Use an existing AWS CloudTrail
If you want to add an AWS environment to Sophos Cloud Optix using an existing CloudTrail, not a new one, you must configure it first.
The key steps are as follows:
- Review your trail.
- Configure SNS topic and access policy.
- Configure S3 bucket notifications.
- Add AWS account with existing CloudTrail to Sophos Cloud Optix.
Review your trail
- Sign in to Amazon CloudTrail console.
-
In your CloudTrail dashboard, copy your export bucket name.
You'll use the name to configure the SNS topic and later need it for the Sophos Cloud Optix setup.
-
You can also copy the S3 bucket prefix to use later. Bucket prefixes are optional.
-
(Optional) Copy the S3 bucket prefix for later use.
For more details on S3 bucket prefixes, see the steps in Creating a Trail.
The following image shows an example of how to select the bucket name and bucket prefix.
Configure SNS topic and access policy
- Sign in to Amazon SNS console.
- Create an SNS topic in the same region where you use your S3 bucket to export CloudTrail or edit an existing SNS topic.

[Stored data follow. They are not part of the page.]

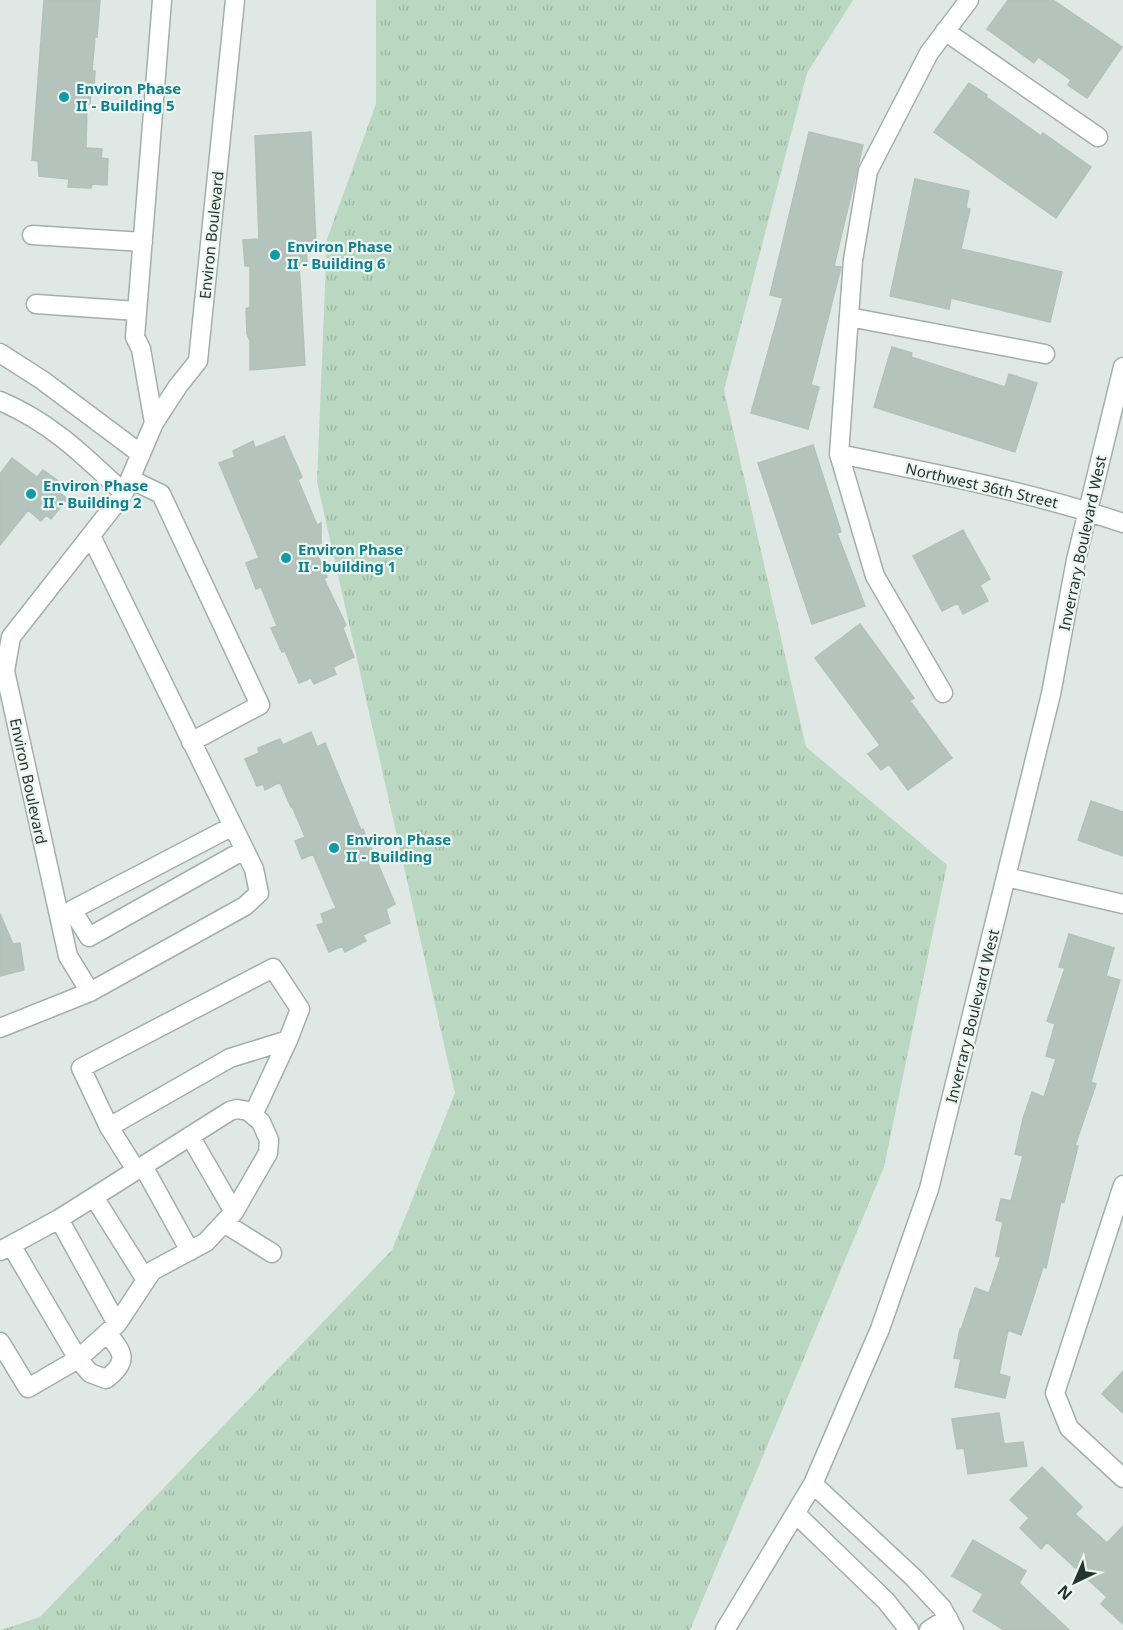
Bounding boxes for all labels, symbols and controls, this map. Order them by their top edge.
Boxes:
place label: Environ Phase II - Building 5 [76,78,181,115]
marker: Environ Phase II - Building 5 [57,90,71,104]
street label: Environ Boulevard [194,170,228,300]
place label: Environ Phase II - Building 6 [287,236,392,273]
marker: Environ Phase II - Building 6 [268,248,282,262]
street label: Inverrary Boulevard West [1054,453,1110,632]
street label: Northwest 36th Street [904,458,1061,512]
place label: Environ Phase II - Building 2 [43,475,148,512]
marker: Environ Phase II - Building 2 [24,487,38,501]
place label: Environ Phase II - building 1 [298,539,403,576]
marker: Environ Phase II - building 1 [279,551,293,565]
street label: Environ Boulevard [6,716,52,846]
place label: Environ Phase II - Building [346,829,451,866]
marker: Environ Phase II - Building [327,841,341,855]
street label: Inverrary Boulevard West [941,926,1003,1105]
north arrow [1045,1552,1105,1612]
text: N [1052,1580,1077,1605]

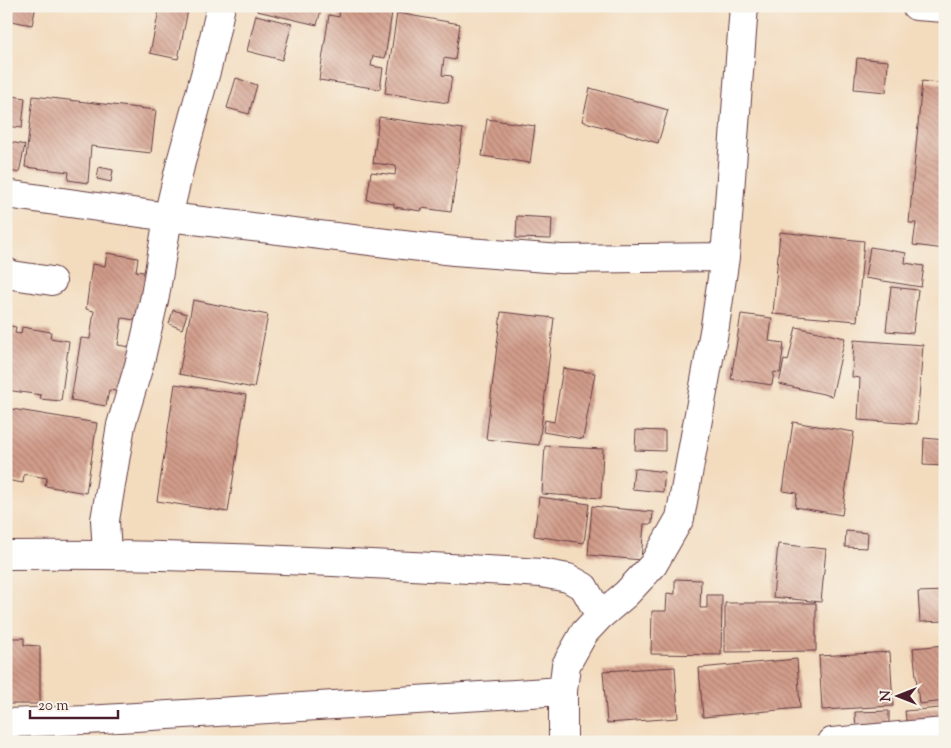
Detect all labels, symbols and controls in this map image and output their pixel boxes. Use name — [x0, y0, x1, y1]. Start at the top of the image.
north arrow — [874, 670, 924, 720]
scale bar — [30, 688, 118, 720]
text: N — [877, 690, 897, 702]
text: 20 m — [38, 696, 69, 717]

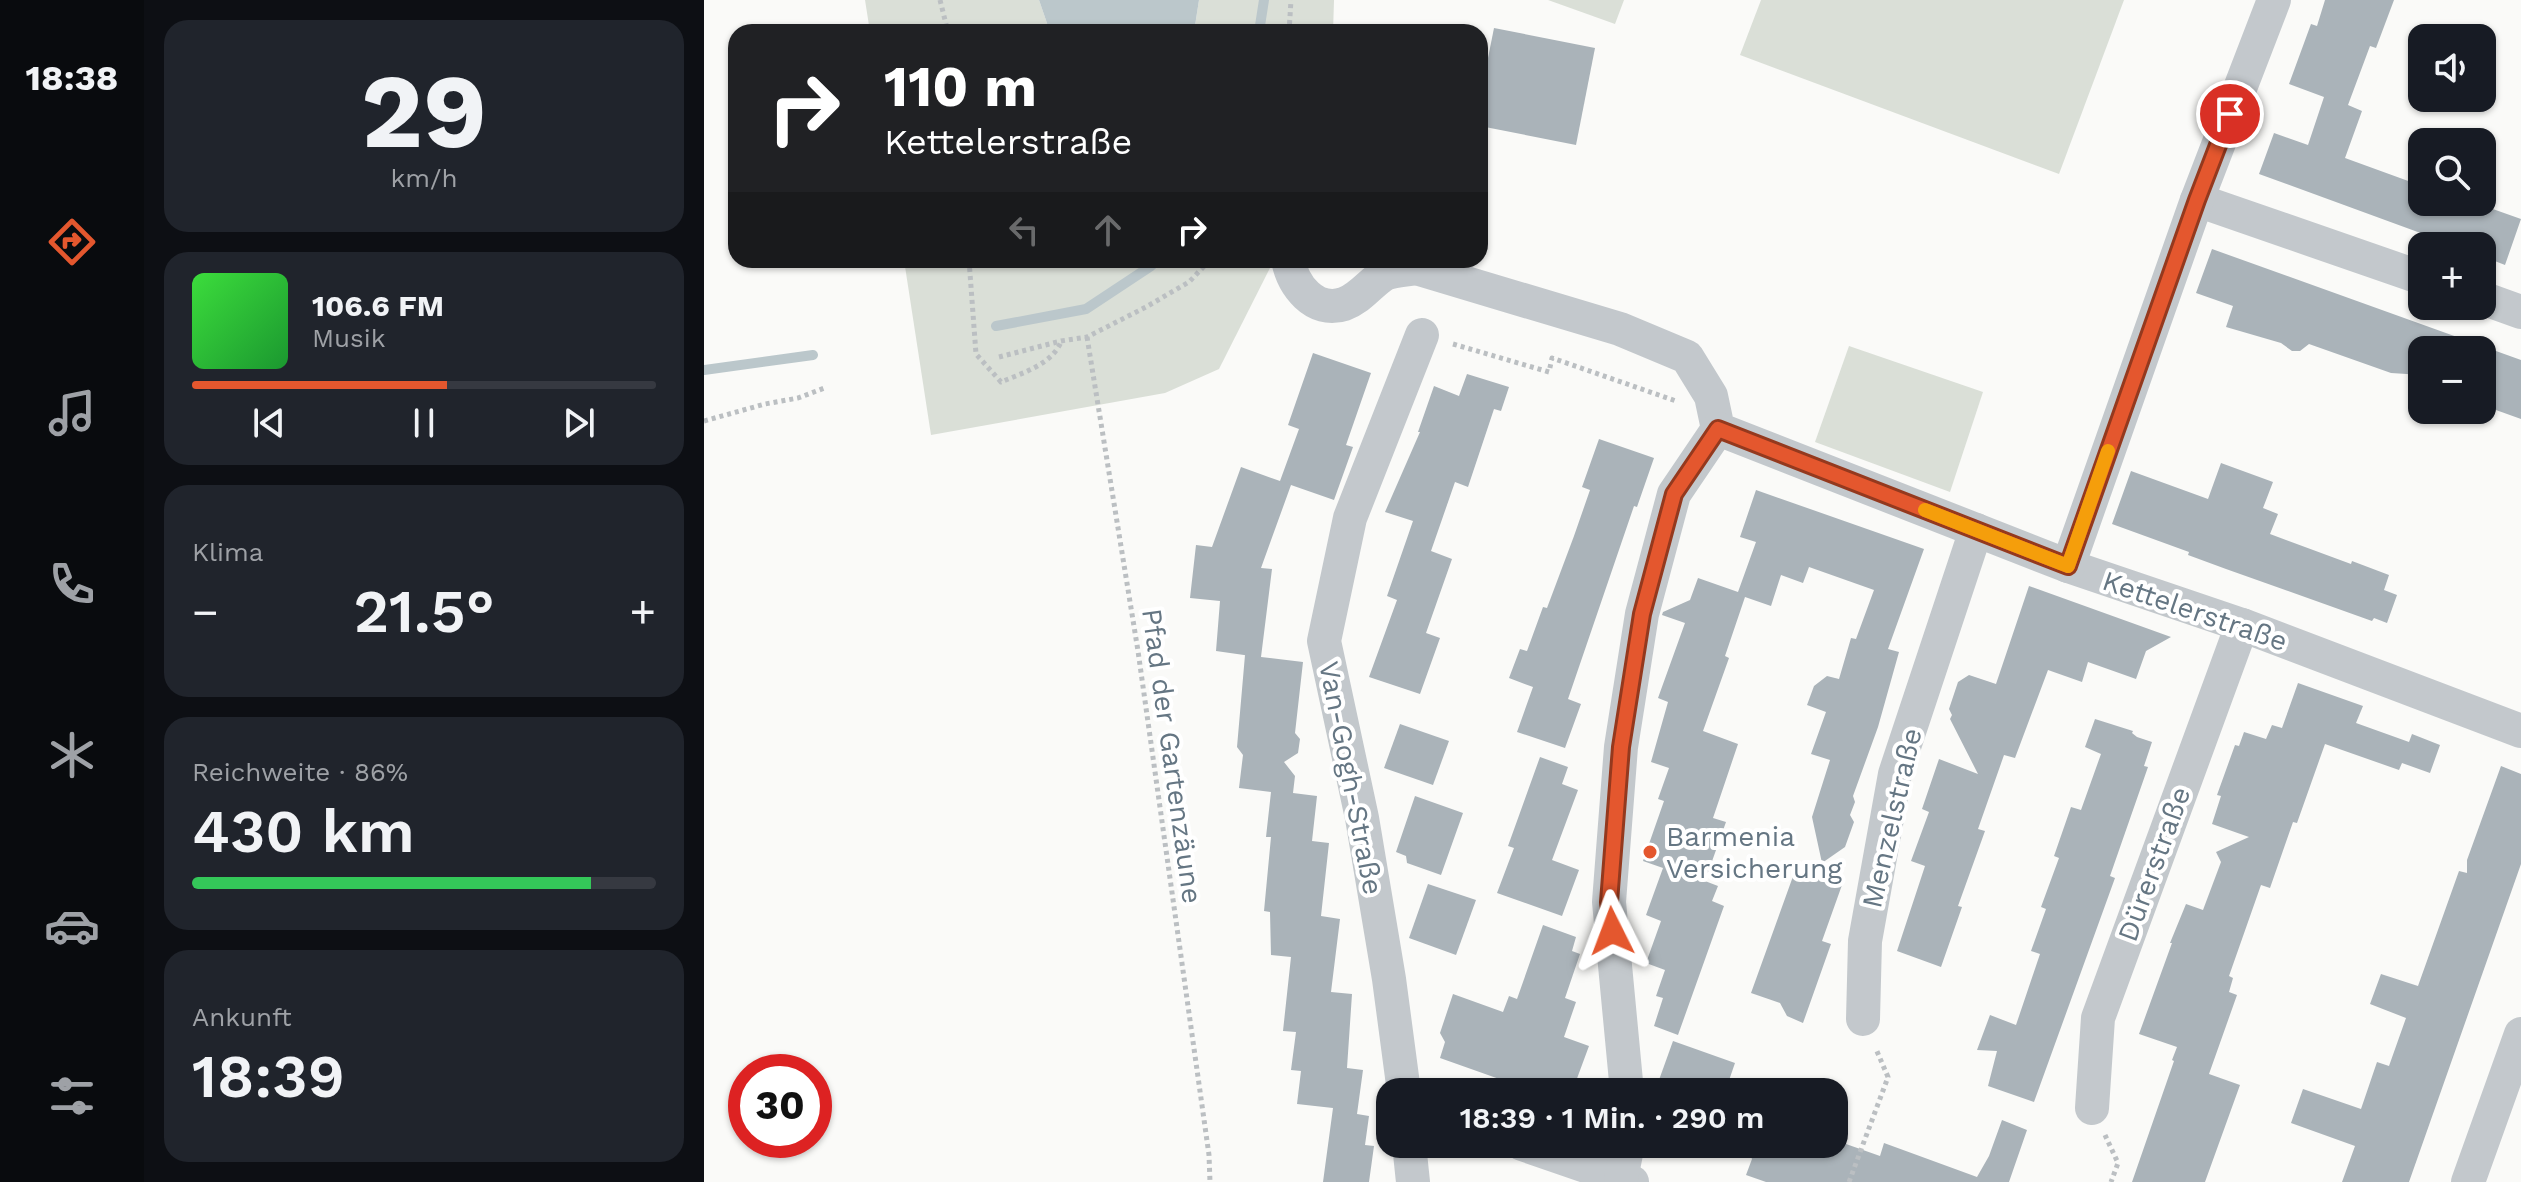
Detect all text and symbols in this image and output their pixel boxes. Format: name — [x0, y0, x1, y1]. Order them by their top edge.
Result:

- Copy the name of this SNS topic.
-
In the JSON editor, specify the access policy as follows:
-
Copy the following JSON code.
{ "Version": "2012-10-17", "Statement": [ { "Sid": "__default_statement_ID", "Effect": "Allow", "Principal": { "Service": "s3.amazonaws.com" }, "Action": [ "SNS:Publish" ], "Resource": "arn:aws:sns:us-west-1:%ACCOUNT_ID%:%SNS_TOPIC_NAME%", "Condition": { "StringEquals": { "AWS:SourceArn": "arn:aws:s3:::%S3_BUCKET_NAME%" } } } ] } -
Replace the
Resourcevalue with the SNS ARN you're using. -
Replace the bucket name in
Conditionwith the CloudTrail bucket name you copied earlier.Here's an example:
While the access policy may appear optional in AWS, it's mandatory with Sophos Cloud Optix. You must configure it to turn on S3 bucket notifications.
-
-
Save the SNS topic.
Configure S3 bucket notifications
- Sign in to Amazon S3 console.
- Go to your S3 bucket.
- To set up a new notification event, select Properties > Event notifications > Create event notification.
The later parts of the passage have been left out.